Tra coloro che hanno letto le intenzioni la dottoressa italo-eritrea Alganesh Fessaha, presidente dell`ong Gandhi e vincitore dell`Ambrogino d`oro a dicembre.
Nella breve omelia il nuovo responsabile della Pastorale diocesana dei migranti, don Alberto Vitali, ha ricordato che «i cristiani non devono accogliere i rifugiati solo perché lo dice la legge, ma perché accoglierli è una dimostrazione del nostro buon rapporto con Dio». Mette in guardia, don Vitali, dalla distinzione tra migranti economici e rifugiati che pare insinuarsi nei media. «Chi fugge dalla miseria non ha meno diritto di venire accolto di chi fugge da guerre e persecuzioni».
Tra i celebranti, il reverendo Vichie Sims della chiesa anglicana, Abba Samuel Arewgahegn della chiesa ortodossa etiope.
Tra il pubblico, molti immigrati e le famiglie di volontari che in tutta Milano hanno accolto distribuendo pasti e vestiti e offrendo posti letto negli ultimi 45 giorni ai giovani eritrei - perlopiù minori - che sono riusciti a sbarcare in Sicilia dalla rotta libica e poi passati dal capoluogo lombardo, hub strategico per passare verso il nord Europa.
Safir, volontario di Sant`Egidio, ha gestito l`accoglienza nella comunità pastorale Giovanni Paolo II a Greco. «La parrocchia ci ha dato un locale dove si cenava e dormiva.
Accoglievamo 12 ragazzi per sera tra i 14 e i 22 anni. Molti sono stati con noi qualche notte, altri due settimane. Sono partiti». Come Abdou, 17 anni, 3 fratelli minori, piccolo uomo che sognava la Norvegia per aiutare la sua famiglia. Partito a 14 anni da un villaggio vicino a Massaua, è andato in Etiopia pagando i soldati alla frontiera per passare, poi in Sudan, Libia, lo sbarco a Pozzallo e un autobus per Milano.
È arrivato a maggio. In Libia è stato in prigione nove mesi a Kufra, la peggiore, dove è stato torturato finché i parenti hanno pagato. Ora è in Svezia. O Moses, rapito nel Sinai, è stato torturato per un mese. Poi in qualche modo è riuscito a fuggire in Sudan dove è rimasto 6 mesi in ospedale perché le gambe non si muovevano più. Poi si è ripreso e ha trovato il modo di guadagnare qualcosa tra Uganda e Kenya. Tornato a Khartoum, è stato derubato.

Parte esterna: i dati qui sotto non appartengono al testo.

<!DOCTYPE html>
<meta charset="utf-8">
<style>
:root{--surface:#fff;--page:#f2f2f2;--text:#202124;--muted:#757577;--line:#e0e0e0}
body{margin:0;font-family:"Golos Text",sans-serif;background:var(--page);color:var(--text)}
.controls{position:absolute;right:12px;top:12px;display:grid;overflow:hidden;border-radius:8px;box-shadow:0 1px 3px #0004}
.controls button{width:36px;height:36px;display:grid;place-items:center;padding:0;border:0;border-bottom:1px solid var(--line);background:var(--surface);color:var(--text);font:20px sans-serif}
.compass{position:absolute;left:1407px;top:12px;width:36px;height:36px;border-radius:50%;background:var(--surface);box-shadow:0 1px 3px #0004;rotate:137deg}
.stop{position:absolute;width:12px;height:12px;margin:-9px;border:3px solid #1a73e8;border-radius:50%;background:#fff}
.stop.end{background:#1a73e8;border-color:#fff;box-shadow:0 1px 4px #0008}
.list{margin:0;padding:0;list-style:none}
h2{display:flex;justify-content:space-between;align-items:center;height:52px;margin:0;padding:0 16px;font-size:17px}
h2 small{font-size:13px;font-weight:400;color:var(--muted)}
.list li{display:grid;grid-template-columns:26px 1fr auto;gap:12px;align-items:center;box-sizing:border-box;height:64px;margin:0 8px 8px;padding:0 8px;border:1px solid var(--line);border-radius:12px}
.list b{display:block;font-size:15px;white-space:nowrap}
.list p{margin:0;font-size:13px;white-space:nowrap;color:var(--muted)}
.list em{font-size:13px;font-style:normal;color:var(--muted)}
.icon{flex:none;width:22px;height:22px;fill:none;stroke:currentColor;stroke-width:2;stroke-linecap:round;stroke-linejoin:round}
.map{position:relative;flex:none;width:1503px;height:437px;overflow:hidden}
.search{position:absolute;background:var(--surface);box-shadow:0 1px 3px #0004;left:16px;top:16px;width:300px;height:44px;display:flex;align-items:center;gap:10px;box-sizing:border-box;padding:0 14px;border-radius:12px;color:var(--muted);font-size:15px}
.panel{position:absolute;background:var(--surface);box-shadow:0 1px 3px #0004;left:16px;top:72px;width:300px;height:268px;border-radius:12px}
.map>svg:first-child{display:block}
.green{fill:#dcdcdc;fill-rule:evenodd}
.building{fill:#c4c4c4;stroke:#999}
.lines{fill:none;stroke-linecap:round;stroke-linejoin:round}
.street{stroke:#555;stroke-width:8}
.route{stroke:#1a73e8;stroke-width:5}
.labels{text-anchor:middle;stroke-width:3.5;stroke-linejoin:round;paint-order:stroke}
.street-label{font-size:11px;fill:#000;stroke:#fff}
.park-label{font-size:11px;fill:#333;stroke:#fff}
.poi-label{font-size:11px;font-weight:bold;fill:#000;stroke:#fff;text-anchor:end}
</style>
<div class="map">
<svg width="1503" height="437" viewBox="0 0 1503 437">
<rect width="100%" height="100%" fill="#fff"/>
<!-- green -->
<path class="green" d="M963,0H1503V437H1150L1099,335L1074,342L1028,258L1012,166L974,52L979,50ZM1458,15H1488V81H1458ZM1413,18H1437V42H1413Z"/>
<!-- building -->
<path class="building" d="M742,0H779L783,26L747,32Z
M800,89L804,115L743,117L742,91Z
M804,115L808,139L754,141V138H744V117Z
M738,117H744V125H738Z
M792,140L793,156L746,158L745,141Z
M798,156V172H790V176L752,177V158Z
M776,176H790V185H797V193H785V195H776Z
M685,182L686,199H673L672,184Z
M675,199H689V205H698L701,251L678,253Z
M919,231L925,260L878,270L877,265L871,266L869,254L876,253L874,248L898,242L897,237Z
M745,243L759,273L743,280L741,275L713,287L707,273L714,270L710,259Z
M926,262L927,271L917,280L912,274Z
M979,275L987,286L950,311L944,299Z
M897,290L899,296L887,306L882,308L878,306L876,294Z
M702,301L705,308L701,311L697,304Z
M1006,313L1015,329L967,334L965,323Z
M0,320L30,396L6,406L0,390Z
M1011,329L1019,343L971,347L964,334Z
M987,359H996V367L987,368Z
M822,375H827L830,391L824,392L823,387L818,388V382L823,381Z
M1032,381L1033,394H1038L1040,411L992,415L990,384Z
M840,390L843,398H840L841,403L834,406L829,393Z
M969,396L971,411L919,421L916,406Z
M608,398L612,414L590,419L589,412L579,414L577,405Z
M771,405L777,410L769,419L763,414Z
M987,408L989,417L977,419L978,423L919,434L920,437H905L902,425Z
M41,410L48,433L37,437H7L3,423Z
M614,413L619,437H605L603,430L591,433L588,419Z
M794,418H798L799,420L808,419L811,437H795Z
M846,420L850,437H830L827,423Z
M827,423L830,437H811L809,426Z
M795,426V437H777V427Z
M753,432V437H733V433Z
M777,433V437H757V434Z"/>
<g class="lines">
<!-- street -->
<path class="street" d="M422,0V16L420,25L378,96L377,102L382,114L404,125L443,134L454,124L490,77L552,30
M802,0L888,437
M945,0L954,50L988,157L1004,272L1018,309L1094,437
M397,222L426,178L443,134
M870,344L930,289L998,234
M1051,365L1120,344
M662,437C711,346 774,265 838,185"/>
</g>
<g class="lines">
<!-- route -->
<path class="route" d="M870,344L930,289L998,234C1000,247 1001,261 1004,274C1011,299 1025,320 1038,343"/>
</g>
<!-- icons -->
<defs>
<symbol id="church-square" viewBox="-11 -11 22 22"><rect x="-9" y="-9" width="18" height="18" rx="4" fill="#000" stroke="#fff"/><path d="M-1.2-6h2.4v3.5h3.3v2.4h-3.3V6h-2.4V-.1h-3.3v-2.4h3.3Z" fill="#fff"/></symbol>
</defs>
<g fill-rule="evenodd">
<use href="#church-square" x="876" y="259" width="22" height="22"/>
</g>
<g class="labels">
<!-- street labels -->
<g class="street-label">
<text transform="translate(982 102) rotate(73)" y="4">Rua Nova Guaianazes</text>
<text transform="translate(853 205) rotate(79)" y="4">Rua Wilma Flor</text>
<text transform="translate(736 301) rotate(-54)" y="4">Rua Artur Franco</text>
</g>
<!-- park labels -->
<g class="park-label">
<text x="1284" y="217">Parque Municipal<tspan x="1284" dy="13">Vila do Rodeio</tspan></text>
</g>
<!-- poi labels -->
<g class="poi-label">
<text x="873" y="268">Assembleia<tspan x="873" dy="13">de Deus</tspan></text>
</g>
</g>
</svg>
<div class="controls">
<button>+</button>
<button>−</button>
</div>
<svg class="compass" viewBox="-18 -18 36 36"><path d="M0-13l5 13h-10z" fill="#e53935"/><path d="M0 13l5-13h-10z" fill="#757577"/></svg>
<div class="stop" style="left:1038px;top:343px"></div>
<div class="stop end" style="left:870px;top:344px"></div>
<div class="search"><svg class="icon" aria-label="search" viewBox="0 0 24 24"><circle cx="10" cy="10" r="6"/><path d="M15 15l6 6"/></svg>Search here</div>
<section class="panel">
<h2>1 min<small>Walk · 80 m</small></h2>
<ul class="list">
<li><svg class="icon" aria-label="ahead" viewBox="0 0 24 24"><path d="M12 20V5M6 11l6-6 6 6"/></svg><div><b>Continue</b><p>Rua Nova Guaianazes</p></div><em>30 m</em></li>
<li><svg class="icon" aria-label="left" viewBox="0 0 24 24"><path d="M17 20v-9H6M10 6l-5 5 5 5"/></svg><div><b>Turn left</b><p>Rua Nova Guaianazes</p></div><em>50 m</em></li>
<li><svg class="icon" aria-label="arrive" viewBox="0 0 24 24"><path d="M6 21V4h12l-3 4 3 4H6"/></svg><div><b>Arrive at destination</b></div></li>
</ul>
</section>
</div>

È fuggito di nuovo in Congo e ancora Uganda. È andato in Libia, poi la Sicilia e Trento. «Non so che cosa succederà. Mi affido a Dio come ho fatto sinora». Oggi alle 10,30 per salutare don Giancarlo Quadri si tiene una celebrazione in piazza Santo Stefano. E dalla chiesa di San Bernardino verrà portata a spalla dagli eritrei la grande Croce di Lampedusa, benedetta da Francesco lo scorso 9 aprile e tornata a Milano. Poi partirà per un altro giro di preghiera in Italia per tornarvi a fine anno.